Just after we moved, a man on the bus started a conversation with Jayce where he asked him what his favorite sport was. He suggested football, then a few others, and Jayce replied no to all of them. Jayce told him his favorite sport was soccer, and then they went on with their little chat.
Afterwards, we had a conversation where I explained to him that sometimes we call something a certain word, but in London they call it something else, but both words mean the same thing, like “football” and “soccer,” in this instance.
I also have made sure to tell him that in these instances, he can say whichever thing he wants, and that they’re both right. I don’t want him to feel like he has to say what his friends say, but I also want to give him permission to deviate from what Chris and I say. He can pick, and either thing is fine.
Since then, there are a few British phrases that are regulars around our house.
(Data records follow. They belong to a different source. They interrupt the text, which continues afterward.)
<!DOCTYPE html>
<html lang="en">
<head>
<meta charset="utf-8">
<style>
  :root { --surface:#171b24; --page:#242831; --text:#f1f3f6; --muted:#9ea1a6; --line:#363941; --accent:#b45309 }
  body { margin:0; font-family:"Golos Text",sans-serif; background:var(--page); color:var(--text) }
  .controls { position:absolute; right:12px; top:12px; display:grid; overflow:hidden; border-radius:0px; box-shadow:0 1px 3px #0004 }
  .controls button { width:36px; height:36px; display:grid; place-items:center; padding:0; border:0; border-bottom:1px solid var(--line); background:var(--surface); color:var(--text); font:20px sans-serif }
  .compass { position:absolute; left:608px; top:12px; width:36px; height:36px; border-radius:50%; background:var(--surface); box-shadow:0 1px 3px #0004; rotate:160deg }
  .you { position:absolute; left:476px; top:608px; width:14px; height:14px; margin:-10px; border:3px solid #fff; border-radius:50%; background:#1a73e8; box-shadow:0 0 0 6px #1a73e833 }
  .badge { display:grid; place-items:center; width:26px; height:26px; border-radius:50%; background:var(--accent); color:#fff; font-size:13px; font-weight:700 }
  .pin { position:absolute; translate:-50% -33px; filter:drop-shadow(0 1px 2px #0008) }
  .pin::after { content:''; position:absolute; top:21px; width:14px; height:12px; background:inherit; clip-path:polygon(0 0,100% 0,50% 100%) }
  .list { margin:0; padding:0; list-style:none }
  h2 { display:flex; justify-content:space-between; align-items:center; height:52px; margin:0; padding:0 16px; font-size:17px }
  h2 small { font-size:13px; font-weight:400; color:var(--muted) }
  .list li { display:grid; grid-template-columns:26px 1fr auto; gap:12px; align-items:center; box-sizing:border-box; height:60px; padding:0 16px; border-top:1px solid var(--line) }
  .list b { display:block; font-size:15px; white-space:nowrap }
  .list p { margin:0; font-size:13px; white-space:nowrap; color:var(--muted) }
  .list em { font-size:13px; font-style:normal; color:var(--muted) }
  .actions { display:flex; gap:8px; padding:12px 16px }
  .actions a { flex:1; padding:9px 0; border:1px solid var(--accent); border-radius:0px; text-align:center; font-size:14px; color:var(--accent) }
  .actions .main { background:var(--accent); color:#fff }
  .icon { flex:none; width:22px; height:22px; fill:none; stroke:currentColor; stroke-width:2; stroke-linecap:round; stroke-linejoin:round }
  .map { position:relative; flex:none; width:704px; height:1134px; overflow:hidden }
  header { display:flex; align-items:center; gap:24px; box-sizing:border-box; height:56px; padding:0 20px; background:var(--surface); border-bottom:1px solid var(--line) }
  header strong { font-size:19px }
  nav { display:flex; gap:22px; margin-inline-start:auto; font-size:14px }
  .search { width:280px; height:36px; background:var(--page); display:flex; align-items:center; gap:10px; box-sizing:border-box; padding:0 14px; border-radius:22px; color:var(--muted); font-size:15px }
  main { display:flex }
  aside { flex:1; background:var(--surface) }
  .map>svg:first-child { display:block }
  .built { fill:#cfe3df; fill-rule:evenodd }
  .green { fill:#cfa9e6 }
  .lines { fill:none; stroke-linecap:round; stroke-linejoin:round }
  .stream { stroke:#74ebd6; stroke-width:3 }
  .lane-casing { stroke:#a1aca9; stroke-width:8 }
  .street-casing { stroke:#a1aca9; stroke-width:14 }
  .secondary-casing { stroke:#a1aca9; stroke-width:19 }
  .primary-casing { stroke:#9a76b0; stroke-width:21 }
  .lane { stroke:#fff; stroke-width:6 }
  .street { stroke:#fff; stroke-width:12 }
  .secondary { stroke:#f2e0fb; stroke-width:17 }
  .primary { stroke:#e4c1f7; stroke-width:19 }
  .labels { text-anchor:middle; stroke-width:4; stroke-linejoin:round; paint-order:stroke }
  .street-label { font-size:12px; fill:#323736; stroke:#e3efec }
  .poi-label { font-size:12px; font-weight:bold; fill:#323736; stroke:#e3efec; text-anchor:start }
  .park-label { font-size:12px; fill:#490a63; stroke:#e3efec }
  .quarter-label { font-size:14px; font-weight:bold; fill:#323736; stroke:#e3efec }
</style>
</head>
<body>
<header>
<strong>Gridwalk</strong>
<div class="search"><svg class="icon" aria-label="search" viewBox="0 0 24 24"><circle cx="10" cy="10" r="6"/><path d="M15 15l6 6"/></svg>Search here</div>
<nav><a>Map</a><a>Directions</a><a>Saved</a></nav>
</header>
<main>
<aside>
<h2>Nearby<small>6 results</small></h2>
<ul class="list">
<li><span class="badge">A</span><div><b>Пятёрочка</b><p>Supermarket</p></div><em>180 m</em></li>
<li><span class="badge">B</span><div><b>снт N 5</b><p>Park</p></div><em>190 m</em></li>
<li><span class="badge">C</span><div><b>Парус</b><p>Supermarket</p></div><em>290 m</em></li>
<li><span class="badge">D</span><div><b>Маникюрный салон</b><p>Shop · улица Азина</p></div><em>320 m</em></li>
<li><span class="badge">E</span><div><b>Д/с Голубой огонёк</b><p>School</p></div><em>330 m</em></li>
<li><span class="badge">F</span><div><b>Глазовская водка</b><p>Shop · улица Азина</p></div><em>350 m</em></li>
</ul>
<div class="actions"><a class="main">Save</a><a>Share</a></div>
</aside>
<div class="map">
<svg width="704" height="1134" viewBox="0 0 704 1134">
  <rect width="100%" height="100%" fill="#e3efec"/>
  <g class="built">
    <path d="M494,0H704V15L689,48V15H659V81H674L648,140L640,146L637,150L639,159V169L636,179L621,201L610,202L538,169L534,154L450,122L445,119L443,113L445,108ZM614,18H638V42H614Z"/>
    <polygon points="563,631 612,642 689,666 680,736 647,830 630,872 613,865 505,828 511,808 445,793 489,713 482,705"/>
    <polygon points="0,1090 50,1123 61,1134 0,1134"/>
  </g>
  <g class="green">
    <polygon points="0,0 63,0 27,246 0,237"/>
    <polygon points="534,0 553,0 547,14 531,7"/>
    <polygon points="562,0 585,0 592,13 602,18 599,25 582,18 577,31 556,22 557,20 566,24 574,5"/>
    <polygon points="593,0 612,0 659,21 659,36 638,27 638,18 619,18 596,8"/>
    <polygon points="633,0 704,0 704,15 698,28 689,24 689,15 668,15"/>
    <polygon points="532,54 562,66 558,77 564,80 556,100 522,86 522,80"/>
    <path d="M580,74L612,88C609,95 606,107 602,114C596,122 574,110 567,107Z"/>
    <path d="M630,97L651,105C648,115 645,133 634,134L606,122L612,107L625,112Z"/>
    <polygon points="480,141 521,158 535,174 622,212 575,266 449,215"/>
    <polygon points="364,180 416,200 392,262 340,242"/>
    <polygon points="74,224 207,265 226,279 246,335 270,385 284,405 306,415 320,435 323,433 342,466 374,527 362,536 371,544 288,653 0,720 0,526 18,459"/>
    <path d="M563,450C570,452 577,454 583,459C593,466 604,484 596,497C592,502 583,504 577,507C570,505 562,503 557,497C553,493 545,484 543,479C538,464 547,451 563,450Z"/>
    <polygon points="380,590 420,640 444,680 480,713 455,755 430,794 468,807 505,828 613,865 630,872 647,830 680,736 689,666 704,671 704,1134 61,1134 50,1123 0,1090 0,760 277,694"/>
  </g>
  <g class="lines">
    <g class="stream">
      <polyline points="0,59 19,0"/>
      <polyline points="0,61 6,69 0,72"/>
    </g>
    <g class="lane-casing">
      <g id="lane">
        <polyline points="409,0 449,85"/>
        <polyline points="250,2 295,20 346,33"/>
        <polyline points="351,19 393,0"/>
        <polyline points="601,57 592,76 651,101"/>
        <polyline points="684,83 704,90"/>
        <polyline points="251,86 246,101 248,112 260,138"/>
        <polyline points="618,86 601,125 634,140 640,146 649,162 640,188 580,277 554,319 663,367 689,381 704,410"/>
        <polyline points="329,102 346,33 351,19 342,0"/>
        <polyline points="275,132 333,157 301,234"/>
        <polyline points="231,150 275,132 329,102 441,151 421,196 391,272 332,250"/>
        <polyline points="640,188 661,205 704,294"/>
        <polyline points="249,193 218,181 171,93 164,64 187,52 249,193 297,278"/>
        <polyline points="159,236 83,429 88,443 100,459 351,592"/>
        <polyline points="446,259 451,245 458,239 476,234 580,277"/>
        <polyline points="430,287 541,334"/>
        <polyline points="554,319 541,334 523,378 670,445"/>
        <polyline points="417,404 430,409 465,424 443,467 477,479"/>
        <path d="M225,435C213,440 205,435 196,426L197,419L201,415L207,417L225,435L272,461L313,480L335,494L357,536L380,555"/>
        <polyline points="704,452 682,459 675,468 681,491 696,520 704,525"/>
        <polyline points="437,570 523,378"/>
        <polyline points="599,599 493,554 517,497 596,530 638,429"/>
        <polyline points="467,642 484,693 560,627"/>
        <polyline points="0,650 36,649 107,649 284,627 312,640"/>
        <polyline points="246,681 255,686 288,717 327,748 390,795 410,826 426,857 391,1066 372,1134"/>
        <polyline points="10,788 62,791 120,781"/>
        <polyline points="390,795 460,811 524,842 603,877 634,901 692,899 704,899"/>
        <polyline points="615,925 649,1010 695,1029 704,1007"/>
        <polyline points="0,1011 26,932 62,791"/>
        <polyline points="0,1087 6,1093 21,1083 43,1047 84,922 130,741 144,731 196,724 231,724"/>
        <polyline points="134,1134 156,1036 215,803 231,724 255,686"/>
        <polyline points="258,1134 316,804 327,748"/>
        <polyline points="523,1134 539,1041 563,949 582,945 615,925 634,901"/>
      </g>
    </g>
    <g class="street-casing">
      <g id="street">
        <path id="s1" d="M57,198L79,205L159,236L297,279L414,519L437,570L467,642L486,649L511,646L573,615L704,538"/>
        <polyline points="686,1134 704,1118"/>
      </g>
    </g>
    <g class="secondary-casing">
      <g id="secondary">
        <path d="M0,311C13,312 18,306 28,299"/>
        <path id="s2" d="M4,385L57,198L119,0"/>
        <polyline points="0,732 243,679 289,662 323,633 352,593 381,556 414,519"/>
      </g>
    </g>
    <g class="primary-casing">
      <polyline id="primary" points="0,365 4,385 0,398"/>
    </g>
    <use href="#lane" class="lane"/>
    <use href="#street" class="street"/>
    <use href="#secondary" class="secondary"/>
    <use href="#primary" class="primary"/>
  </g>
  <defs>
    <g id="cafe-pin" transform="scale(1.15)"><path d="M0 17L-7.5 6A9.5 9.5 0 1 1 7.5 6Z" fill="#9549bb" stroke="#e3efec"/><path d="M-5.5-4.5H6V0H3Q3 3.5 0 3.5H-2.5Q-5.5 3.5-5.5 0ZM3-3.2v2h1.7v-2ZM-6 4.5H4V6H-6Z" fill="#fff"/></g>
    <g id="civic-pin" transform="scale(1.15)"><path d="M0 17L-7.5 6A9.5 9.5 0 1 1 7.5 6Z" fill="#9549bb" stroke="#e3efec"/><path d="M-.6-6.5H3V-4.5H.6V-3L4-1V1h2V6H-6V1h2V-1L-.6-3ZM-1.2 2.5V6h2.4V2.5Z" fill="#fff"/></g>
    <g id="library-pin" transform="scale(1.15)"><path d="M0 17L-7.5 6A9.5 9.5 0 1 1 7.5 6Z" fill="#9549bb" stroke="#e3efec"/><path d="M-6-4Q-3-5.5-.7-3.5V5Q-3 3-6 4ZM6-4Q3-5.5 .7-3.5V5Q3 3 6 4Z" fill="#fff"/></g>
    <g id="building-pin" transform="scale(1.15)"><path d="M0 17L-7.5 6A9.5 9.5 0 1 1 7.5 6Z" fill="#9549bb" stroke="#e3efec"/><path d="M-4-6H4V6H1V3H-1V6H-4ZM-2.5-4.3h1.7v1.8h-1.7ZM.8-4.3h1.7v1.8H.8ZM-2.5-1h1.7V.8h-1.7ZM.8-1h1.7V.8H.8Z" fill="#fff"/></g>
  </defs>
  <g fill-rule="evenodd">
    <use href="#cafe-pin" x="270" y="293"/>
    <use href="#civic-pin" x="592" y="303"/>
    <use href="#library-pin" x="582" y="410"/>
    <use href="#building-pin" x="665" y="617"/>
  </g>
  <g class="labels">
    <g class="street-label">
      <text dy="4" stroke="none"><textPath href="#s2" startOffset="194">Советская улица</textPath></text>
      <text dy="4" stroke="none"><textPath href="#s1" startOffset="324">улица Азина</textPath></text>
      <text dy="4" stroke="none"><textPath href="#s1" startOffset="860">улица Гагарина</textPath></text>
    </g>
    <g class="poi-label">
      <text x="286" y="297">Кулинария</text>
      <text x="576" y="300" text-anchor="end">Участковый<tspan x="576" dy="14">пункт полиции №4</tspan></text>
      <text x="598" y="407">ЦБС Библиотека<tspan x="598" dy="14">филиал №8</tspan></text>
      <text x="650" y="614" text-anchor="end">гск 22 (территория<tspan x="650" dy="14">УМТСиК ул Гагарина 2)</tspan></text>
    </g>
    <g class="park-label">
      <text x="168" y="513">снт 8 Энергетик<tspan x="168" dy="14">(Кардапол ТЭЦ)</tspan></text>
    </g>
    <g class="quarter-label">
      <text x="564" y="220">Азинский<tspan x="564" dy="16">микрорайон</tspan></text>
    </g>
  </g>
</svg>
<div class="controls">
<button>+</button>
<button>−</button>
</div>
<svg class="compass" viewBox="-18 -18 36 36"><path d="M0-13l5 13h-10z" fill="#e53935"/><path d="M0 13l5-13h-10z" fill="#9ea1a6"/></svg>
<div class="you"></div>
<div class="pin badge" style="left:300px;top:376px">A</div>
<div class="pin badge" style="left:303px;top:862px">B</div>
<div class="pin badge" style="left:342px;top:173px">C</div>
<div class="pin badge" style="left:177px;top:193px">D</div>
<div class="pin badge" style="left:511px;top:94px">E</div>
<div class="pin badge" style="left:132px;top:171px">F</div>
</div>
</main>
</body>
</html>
“Bin” instead of “trash can.”
“Rubbish” instead of “trash.”
“Quite” as a qualifier, as in “quite nice,” comes up a lot.
“Lovely.” When was the last time your 4 year old told you that dinner smelled lovely? Mine did last week. And it was lovely. 🙂
Obviously there is new bathroom language. He doesn’t go potty anymore, he has to “have a wee” or “have a poo.” (Nice, I know.)
However, the other day he tried to correct me on something. I said something about the trash can, and he said,
Mom, it’s not the trash can. In London they call it the bin.
You’re right, they do call it the bin in London, and you can call it the bin if you’d like. But I can call it whichever thing I’d like, and I’m going to call it the trash can.
So there’s that. It’s certainly not a big deal, but I thought I’d stamp that out quickly. I don’t need another way for my 4 year old to boss me around.